Corporate disclosure departments may be gearing up for even more work, with proposals due in the coming weeks that will require more information about how companies pay employees, among other things.

In testimony before a Senate sub-committee June 2, SEC Chairman Mary Schapiro repeated her promise for a broad package of corporate disclosure improvements aimed at giving shareholders more information about key corporate policies and practices, such as pay policies and incentive arrangements.

While exactly what the SEC will propose remains to be seen, Schapiro said the agency will unveil proposals next month that could require more disclosure of director nominee experience, an explanation of why a board chose an independent chair or combined CEO and chair structure; greater disclosure about how boards manages risks, generally and in the context of compensation, and information about compensation consultant conflicts of interests.

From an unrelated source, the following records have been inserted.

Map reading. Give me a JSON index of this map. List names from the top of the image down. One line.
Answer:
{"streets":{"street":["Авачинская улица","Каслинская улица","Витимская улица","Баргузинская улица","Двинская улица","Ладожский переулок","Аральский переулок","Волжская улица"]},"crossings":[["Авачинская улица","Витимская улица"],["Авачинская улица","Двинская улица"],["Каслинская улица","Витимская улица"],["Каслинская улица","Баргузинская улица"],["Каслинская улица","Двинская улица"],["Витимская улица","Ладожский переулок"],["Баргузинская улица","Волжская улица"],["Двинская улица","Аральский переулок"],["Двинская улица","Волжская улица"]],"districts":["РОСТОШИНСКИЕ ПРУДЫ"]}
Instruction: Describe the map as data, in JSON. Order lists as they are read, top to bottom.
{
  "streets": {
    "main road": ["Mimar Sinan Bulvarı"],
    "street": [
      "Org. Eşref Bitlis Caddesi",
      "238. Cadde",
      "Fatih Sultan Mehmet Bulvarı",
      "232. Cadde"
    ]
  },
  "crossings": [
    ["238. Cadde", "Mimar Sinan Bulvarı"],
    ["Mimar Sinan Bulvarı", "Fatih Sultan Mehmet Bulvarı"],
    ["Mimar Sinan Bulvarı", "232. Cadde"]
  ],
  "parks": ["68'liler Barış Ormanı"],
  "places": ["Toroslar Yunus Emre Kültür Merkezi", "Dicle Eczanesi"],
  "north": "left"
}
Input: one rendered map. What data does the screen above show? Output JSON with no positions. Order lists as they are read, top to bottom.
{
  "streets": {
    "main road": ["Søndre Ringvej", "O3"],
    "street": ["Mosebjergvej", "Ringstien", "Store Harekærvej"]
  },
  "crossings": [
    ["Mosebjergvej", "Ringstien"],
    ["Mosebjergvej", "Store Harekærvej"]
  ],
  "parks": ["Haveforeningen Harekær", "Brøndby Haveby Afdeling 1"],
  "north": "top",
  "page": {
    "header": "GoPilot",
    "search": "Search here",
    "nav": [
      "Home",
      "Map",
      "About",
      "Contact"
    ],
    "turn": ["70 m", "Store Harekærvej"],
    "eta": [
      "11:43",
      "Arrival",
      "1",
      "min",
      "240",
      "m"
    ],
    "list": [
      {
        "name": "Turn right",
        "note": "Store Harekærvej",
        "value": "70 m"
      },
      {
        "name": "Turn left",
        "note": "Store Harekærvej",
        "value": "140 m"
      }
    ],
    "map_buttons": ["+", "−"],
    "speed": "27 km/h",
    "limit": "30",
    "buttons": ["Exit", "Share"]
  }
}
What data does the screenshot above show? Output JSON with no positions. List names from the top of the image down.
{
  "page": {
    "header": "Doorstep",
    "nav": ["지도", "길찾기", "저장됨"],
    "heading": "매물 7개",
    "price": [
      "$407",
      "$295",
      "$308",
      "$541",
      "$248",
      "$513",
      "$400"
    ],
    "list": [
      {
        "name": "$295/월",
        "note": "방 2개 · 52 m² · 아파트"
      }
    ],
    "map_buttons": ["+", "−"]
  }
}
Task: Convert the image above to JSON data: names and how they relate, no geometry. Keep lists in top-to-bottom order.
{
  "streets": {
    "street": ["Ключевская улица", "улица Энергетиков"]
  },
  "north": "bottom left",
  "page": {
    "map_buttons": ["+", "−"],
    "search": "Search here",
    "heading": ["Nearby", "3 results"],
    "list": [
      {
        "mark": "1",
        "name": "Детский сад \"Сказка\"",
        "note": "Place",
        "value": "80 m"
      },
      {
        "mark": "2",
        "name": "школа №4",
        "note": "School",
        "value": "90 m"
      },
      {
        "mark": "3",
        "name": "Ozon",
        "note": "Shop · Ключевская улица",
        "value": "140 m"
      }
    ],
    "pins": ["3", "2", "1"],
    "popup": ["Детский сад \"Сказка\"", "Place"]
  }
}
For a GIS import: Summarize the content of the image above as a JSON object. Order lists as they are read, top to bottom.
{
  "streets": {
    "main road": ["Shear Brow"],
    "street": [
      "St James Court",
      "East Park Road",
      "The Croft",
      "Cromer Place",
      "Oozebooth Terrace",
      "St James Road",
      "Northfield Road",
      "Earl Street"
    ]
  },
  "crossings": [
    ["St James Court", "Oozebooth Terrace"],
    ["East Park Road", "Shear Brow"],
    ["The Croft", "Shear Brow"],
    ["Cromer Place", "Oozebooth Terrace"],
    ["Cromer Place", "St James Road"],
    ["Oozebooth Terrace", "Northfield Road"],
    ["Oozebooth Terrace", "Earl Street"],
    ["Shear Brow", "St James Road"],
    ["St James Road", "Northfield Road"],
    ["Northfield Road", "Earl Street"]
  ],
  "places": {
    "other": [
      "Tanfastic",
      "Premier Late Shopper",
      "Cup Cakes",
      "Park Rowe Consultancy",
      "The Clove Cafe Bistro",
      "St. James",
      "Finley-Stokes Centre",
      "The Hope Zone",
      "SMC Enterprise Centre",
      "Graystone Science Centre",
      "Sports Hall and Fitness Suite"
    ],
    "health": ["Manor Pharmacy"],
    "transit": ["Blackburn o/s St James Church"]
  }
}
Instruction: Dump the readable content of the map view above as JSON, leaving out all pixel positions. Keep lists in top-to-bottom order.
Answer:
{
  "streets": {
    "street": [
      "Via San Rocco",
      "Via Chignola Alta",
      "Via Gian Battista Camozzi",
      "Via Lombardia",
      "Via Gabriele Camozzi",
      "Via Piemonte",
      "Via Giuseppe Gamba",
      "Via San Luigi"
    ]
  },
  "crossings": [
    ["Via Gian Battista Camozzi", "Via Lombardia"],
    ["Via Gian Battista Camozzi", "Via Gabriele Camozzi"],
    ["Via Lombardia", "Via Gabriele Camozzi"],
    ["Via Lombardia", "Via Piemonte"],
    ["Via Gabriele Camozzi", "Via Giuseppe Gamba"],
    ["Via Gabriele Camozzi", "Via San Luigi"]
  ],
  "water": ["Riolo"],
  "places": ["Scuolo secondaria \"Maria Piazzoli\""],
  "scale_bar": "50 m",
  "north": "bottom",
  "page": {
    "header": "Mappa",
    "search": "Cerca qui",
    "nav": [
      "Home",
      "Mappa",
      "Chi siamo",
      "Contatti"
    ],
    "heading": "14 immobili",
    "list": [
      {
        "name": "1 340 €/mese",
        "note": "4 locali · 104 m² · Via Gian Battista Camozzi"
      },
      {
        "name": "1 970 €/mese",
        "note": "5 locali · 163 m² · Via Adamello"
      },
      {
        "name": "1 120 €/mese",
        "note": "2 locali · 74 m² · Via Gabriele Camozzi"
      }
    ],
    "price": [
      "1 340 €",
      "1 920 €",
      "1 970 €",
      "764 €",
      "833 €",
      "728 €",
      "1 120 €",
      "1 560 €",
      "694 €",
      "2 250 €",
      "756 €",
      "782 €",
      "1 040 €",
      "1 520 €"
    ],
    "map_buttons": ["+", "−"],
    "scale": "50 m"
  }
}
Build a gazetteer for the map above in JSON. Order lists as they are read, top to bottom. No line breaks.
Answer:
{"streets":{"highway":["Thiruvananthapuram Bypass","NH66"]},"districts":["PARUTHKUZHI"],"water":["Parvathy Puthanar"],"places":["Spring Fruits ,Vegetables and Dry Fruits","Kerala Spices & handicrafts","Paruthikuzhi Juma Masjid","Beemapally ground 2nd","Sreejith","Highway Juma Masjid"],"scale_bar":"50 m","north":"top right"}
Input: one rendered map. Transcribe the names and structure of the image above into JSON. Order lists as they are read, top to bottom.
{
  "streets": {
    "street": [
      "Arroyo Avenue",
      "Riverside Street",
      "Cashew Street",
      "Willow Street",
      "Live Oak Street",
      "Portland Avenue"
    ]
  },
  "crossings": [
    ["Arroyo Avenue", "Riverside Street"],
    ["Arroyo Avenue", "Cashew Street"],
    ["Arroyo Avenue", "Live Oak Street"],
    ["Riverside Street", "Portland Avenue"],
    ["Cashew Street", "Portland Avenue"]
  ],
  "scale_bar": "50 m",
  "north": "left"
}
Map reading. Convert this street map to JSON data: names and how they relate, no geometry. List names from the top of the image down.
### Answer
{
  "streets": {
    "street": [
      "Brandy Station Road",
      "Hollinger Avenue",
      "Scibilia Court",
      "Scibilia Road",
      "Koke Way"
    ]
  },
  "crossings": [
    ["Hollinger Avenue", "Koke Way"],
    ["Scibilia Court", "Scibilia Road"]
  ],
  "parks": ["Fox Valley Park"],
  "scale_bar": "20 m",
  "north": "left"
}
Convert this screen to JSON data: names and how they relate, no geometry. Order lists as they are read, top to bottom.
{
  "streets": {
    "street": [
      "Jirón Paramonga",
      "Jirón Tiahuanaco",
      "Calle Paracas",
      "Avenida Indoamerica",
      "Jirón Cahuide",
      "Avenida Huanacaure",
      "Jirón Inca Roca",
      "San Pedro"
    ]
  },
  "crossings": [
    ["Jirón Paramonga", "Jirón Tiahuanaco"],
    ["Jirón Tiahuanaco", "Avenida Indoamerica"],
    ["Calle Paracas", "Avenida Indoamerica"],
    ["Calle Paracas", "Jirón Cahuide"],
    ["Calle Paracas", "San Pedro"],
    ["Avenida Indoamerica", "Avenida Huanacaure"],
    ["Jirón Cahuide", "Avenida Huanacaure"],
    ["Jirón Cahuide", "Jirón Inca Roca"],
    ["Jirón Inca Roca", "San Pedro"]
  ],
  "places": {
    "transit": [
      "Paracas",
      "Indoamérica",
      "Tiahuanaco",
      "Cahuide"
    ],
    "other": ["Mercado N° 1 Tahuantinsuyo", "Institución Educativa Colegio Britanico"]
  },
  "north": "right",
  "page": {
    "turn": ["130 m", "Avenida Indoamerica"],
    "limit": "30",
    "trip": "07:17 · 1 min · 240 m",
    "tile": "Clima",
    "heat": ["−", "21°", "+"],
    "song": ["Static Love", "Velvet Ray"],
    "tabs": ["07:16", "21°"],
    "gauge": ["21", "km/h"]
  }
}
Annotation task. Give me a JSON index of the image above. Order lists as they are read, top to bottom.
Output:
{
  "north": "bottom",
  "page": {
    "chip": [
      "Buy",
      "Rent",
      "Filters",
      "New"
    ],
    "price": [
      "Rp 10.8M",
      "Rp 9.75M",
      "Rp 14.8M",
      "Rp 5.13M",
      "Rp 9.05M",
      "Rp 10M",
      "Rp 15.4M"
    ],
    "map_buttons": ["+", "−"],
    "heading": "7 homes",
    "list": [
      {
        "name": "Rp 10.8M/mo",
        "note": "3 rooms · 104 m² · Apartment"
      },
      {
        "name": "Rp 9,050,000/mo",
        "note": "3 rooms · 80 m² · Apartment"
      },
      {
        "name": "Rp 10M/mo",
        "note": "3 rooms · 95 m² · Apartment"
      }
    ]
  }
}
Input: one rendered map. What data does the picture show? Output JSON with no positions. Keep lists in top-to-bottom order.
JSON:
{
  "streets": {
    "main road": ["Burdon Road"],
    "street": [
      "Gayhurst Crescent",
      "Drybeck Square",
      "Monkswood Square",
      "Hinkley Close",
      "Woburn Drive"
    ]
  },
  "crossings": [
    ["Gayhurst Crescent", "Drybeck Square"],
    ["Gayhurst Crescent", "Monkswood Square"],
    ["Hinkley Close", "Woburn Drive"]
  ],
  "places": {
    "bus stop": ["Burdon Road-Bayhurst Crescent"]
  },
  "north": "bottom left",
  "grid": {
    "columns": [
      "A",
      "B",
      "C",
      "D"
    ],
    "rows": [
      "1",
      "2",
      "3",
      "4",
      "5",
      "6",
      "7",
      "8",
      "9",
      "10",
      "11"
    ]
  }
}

In particular, Corporate America has been buzzing about possible new disclosure proposals around executive pay. Schapiro told lawmakers that the Commission will consider "whether greater disclosure is needed about a company's overall compensation approach, beyond decisions with respect only to the highest paid officers."

That's led to speculation about whether the SEC will revive a 2006 proposal, dubbed the "Katie Couric rule," that was omitted from its final rule overhauling executive compensation disclosure. The provision would've required companies to disclose the total compensation and job description of their three highest-paid non-executive employees who earn more than the company's named executive officers.

"It seems to suggest that a Katie Couric-type of rule might be back on table," says Mark Borges, a principal at compensation consulting firm Compensia. However, he says that provision "doesn't get to the issue that's bothering people right now."

With the light shed on financial institutions' pay practices by the economic crisis, he says there's more focus on risky pay practices than on pay amounts.

"The momentum toward non-executive pay disclosure became a big issue when the financial crisis hit," he says. "It seems the interest now isn't so much in any individual's specific compensation as much as it is on companies' overall approach to compensating their workforce generally."

Moreover, Borges says the SEC would "face the same dilemma" it faced in proposing three provisions three years ago. "First, there was uncertainty as to whether the SEC had any jurisdictional basis to require that kind of disclosure," since proxy disclosures typically relate to the purpose of the annual meeting, and directors don't set pay below the executive level, says Borges. Second, he says, "There wasn't any constituency for it. Companies didn't want to do it and investors didn't want it."

He says the SEC may propose companies make a more general disclosure about how they compensate their workforce and the considerations that go into compensation structures, including whether they provide incentives that "encourage behavior that would potentially undermine stability of the business."

"Whatever they do would likely be aligned with a requirement for companies to say more about how they analyze and mitigate risks related to their executive pay programs," he says.

He says one possibility is a requirement akin to a provision included in legislation that passed the House in April. The Grayson-Himes Pay for Performance Act, which seeks to limit bonuses and pay for executives of bailout funded banks and financial institutions, would, among other things, require financial institutions that take TARP money to report annually how many officers, directors, and employees received or will receive total compensation over each of five specified thresholds in that fiscal year.

"They might do something like that, coupled with a requirement" for companies to disclose information about how their compensation philosophy applies to workers that make more than a certain amount, he says.

Borges also expects the SEC to propose reversing a December 2006 change to its rule that affected how companies value and disclose equity compensation.

The change, which caught companies off guard, currently requires companies to state the value of stock and option awards over the entire lifespan of the award. Initially, companies were to report the full, fair value of the award at the time the grant was made.

"The indications I've heard are that they're seriously considering going back to the original rule," says Borges. "Relatively speaking, that's a simpler approach for companies to comply with and for investors to understand. People are familiar with and comfortable with that number."

Noting that any new requirements stand to make the already lengthy disclosures related to pay even longer, Borges says, "It would be nice to see whether there's anything they can condense or shorten."